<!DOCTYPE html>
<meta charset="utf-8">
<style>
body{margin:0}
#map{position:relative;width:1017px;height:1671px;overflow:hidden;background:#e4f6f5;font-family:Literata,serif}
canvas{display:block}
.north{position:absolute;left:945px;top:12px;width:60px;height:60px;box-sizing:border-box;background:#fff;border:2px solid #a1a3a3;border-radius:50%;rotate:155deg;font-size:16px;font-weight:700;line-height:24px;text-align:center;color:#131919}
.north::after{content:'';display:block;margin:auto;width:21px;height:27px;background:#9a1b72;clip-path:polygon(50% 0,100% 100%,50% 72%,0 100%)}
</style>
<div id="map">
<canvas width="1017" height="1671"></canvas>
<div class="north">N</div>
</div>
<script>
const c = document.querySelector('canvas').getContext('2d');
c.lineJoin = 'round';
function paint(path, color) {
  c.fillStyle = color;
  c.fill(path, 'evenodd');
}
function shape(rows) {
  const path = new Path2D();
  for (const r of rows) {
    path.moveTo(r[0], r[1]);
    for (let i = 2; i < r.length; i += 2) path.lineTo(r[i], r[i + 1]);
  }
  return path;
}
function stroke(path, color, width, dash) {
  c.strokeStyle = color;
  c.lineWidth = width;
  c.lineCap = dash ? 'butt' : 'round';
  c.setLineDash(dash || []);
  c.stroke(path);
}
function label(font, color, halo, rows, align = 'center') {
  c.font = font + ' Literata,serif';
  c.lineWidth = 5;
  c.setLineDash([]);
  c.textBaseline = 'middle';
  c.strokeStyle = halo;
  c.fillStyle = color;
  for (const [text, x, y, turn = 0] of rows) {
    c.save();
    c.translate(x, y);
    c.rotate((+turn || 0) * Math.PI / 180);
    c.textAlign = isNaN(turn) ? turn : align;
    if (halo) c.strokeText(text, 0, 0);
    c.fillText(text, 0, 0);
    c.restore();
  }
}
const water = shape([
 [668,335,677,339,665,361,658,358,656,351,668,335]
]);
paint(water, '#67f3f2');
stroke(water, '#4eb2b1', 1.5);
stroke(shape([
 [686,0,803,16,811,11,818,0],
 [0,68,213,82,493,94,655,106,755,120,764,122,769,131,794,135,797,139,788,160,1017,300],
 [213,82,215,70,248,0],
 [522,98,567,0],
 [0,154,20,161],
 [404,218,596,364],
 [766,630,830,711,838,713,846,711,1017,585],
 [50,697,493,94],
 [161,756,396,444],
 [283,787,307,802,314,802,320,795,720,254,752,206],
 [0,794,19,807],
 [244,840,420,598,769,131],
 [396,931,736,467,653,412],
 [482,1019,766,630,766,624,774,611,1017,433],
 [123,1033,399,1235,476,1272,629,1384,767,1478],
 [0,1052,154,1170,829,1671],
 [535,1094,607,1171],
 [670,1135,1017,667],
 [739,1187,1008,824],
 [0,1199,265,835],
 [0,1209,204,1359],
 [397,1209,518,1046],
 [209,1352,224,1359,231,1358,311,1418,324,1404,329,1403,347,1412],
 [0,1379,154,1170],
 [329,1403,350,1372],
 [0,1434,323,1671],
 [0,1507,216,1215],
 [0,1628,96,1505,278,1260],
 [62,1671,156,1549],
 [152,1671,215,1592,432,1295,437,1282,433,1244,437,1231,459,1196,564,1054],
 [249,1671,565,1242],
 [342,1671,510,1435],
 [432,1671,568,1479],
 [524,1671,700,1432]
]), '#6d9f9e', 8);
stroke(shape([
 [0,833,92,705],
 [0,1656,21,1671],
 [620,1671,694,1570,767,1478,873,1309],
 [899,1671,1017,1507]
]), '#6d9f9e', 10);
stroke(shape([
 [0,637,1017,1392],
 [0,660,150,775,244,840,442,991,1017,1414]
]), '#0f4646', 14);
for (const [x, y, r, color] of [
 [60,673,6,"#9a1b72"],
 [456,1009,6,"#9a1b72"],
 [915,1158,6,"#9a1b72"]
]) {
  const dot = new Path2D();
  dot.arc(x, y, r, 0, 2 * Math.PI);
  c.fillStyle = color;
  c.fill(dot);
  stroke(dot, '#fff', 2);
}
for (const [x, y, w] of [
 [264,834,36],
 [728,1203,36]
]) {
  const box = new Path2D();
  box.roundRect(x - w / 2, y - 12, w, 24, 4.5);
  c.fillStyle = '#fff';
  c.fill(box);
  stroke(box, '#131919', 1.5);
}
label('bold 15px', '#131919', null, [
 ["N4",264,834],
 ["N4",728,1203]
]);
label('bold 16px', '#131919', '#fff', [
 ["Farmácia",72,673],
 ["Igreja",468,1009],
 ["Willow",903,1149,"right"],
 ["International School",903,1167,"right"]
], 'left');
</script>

# # # #

### Problem
Would you set down, word for word, the lines from the opening of the entries above through the line with "[668,335,677,339,665,361,658,358,656,351,668,335]", both included, and no others?

### Response to this task
<!DOCTYPE html>
<meta charset="utf-8">
<style>
body{margin:0}
#map{position:relative;width:1017px;height:1671px;overflow:hidden;background:#e4f6f5;font-family:Literata,serif}
canvas{display:block}
.north{position:absolute;left:945px;top:12px;width:60px;height:60px;box-sizing:border-box;background:#fff;border:2px solid #a1a3a3;border-radius:50%;rotate:155deg;font-size:16px;font-weight:700;line-height:24px;text-align:center;color:#131919}
.north::after{content:'';display:block;margin:auto;width:21px;height:27px;background:#9a1b72;clip-path:polygon(50% 0,100% 100%,50% 72%,0 100%)}
</style>
<div id="map">
<canvas width="1017" height="1671"></canvas>
<div class="north">N</div>
</div>
<script>
const c = document.querySelector('canvas').getContext('2d');
c.lineJoin = 'round';
function paint(path, color) {
  c.fillStyle = color;
  c.fill(path, 'evenodd');
}
function shape(rows) {
  const path = new Path2D();
  for (const r of rows) {
    path.moveTo(r[0], r[1]);
    for (let i = 2; i < r.length; i += 2) path.lineTo(r[i], r[i + 1]);
  }
  return path;
}
function stroke(path, color, width, dash) {
  c.strokeStyle = color;
  c.lineWidth = width;
  c.lineCap = dash ? 'butt' : 'round';
  c.setLineDash(dash || []);
  c.stroke(path);
}
function label(font, color, halo, rows, align = 'center') {
  c.font = font + ' Literata,serif';
  c.lineWidth = 5;
  c.setLineDash([]);
  c.textBaseline = 'middle';
  c.strokeStyle = halo;
  c.fillStyle = color;
  for (const [text, x, y, turn = 0] of rows) {
    c.save();
    c.translate(x, y);
    c.rotate((+turn || 0) * Math.PI / 180);
    c.textAlign = isNaN(turn) ? turn : align;
    if (halo) c.strokeText(text, 0, 0);
    c.fillText(text, 0, 0);
    c.restore();
  }
}
const water = shape([
 [668,335,677,339,665,361,658,358,656,351,668,335]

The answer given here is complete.